Quantifying root lateral distribution and turnover using pine trees with a distinct stable carbon isotope signature

Summary1 In order to help assess spatial competition for below‐ground resources, we quantified the effects of fertilization on root biomass quantity and lateral root distribution of mid‐rotation Pinus taeda trees. Open‐top chambers exposed trees to ambient or ambient plus 200 µmol mol −1 atmospheric CO 2 for 31 months. 2 Tank CO 2 was depleted in atmospheric 13 C; foliage of elevated CO 2 trees had δ 13 C of −42·9, compared with −29·1 for ambient CO 2 trees. 3 Roots 1 m from the base of elevated CO 2 ‐grown trees had more negative δ 13 C relative to control trees, and this difference was detected, on average, up to 5·8, 3·7 and 3·7 m away from the trees for 0–2, 2–5 and >5 mm root‐size classes, respectively.
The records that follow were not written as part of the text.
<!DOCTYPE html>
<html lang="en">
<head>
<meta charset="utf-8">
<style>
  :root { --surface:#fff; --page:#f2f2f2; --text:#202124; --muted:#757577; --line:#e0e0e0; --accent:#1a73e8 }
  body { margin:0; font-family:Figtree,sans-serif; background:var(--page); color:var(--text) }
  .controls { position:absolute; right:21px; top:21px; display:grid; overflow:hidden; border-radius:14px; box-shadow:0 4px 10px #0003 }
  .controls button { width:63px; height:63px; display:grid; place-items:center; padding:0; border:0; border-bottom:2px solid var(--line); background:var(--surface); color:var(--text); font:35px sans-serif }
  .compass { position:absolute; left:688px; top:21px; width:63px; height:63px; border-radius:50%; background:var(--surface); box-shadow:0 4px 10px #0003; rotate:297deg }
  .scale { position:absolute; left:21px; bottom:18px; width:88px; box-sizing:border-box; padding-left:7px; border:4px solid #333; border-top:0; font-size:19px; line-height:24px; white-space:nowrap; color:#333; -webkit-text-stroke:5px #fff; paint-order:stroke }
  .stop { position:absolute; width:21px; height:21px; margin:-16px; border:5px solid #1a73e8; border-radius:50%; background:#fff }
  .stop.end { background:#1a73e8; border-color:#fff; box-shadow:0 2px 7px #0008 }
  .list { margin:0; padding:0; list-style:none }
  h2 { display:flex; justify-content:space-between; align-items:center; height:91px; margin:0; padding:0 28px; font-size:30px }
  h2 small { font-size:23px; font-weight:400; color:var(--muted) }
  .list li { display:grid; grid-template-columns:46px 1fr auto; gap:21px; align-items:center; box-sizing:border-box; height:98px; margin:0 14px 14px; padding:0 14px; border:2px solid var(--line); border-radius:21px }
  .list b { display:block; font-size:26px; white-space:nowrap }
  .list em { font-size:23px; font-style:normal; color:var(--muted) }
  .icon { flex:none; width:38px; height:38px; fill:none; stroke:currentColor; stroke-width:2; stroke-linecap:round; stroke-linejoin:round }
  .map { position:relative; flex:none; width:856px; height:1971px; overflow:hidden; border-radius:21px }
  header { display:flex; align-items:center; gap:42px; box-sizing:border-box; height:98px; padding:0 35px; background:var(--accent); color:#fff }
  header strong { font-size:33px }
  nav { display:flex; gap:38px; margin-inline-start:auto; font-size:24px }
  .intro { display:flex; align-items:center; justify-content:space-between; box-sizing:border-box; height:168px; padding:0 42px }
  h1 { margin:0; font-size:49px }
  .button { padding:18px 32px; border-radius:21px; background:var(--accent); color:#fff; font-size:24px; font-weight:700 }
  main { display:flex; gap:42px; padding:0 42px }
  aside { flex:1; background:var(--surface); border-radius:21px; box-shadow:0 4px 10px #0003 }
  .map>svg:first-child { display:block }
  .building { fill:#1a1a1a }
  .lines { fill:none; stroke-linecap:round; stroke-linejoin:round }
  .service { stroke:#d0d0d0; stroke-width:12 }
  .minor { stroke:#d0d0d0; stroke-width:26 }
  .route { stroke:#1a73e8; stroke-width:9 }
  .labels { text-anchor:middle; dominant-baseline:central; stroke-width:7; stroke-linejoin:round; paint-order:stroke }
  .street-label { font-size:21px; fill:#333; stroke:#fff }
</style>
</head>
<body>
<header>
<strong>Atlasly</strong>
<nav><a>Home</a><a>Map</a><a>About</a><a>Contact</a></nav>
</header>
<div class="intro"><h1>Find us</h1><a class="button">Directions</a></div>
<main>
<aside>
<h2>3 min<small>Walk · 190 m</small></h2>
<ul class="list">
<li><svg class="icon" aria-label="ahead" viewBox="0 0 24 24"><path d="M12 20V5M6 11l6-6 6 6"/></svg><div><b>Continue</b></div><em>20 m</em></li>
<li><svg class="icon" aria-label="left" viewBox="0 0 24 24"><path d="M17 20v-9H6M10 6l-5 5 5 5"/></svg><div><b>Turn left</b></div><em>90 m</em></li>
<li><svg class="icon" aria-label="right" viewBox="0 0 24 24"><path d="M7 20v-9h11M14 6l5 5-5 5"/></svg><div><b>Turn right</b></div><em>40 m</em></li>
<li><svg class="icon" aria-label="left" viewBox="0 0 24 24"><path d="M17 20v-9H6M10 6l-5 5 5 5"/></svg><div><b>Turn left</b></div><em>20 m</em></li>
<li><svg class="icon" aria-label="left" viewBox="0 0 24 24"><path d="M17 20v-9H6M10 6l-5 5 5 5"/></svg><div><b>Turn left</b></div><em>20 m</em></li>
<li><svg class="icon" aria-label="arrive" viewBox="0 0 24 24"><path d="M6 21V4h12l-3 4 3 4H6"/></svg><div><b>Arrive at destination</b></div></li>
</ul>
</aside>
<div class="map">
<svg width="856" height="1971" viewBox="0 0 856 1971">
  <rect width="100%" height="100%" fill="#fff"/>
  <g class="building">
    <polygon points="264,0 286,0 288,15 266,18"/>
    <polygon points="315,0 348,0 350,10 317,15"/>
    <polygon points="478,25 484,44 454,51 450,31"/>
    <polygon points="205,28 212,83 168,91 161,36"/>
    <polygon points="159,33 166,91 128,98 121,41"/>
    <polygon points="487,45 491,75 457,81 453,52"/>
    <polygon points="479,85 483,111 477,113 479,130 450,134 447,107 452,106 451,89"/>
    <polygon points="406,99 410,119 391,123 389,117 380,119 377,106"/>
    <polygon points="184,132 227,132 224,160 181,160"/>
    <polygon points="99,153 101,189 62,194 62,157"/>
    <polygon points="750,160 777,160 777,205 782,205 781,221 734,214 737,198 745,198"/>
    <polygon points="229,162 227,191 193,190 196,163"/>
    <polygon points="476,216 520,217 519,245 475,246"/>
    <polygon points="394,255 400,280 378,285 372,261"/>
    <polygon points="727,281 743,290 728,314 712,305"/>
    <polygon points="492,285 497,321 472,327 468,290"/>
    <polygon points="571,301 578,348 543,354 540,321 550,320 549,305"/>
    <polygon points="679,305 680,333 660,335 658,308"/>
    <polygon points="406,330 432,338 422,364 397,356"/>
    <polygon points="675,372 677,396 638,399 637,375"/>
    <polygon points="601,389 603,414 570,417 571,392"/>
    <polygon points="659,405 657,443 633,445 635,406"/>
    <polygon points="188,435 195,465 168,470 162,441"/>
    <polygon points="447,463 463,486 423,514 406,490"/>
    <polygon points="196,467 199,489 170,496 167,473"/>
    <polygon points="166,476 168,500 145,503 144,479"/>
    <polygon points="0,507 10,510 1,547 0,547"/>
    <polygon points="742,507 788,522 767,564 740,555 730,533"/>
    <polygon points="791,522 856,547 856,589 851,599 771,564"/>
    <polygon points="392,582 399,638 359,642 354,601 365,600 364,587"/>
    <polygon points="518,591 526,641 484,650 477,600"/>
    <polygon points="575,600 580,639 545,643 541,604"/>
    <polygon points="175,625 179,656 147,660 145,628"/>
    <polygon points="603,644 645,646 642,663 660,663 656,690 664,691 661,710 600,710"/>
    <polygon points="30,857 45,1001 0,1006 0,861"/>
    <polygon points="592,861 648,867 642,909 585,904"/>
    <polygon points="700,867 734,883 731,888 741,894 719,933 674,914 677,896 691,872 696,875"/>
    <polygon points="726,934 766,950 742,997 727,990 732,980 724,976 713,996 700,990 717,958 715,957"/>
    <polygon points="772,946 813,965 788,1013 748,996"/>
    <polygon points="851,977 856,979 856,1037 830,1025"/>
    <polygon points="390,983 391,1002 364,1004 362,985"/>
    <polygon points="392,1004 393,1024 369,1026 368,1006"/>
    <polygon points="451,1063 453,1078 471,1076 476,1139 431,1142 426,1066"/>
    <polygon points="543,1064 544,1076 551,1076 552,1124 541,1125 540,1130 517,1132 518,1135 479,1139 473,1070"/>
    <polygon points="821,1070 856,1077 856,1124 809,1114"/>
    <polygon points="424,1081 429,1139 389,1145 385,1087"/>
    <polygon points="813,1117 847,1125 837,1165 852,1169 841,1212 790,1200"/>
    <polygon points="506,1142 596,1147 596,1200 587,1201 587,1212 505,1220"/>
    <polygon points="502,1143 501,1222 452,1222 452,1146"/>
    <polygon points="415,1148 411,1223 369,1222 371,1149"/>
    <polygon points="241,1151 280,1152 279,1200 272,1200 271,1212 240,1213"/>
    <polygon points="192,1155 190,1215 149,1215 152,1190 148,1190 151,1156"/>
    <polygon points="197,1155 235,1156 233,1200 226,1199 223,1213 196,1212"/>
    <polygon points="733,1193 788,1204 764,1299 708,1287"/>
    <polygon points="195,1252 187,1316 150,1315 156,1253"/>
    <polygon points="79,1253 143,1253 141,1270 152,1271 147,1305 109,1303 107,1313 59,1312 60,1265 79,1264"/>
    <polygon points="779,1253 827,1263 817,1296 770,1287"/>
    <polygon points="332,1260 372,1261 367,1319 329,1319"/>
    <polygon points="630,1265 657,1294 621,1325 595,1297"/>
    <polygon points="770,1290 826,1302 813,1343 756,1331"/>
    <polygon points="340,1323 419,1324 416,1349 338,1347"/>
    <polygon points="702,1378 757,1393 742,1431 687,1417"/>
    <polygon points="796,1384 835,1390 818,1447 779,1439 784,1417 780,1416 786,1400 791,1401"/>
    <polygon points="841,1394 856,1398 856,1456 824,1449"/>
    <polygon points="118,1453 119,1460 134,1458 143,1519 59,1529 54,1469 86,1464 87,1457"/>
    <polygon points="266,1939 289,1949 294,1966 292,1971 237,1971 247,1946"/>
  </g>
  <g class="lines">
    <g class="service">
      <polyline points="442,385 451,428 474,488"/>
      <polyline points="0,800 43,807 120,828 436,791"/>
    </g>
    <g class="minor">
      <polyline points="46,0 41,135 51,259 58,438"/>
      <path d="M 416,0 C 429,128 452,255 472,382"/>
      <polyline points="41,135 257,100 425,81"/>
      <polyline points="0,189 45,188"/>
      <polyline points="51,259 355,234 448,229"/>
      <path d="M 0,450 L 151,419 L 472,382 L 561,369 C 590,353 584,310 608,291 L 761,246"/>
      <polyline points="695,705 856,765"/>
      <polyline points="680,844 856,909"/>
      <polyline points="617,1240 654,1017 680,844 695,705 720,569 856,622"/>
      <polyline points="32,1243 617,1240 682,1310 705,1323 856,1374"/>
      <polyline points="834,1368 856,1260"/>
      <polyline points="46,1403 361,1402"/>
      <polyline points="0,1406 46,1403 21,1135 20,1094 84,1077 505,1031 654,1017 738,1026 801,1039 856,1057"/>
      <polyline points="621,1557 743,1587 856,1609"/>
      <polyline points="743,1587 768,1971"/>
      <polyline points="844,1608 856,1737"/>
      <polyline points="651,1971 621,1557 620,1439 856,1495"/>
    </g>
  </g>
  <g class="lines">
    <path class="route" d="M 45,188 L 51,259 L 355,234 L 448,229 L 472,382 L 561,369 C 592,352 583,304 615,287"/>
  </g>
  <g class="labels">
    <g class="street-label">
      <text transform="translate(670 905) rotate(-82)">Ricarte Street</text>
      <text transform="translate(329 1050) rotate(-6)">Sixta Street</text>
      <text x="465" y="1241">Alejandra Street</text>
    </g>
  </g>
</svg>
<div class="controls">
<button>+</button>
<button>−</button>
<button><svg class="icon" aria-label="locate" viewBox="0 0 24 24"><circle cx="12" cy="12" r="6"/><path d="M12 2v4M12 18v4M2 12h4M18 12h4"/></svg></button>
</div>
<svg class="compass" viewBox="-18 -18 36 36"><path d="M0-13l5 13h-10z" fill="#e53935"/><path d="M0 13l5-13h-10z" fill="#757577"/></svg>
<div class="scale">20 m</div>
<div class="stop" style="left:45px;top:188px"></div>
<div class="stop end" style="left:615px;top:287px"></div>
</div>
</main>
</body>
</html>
Non‐fertilized tree roots extended as far as fertilized trees despite the fact that their above‐ground biomass was less than half that of fertilized trees. 4 These results are informative with respect to root sampling intensity and protocol, and the distances required between experimental manipulations to evaluate below‐ground processes of independent treatments. 5 Fine‐root turnover has usually been estimated to range from weeks to 3 years, representing a major avenue of carbon flux. Using a mixing model we calculated that 0–2 mm roots had a mean residence time of 4·5 years indicating relatively slow fine‐root turnover, a result that has major implications in modelling C cycling.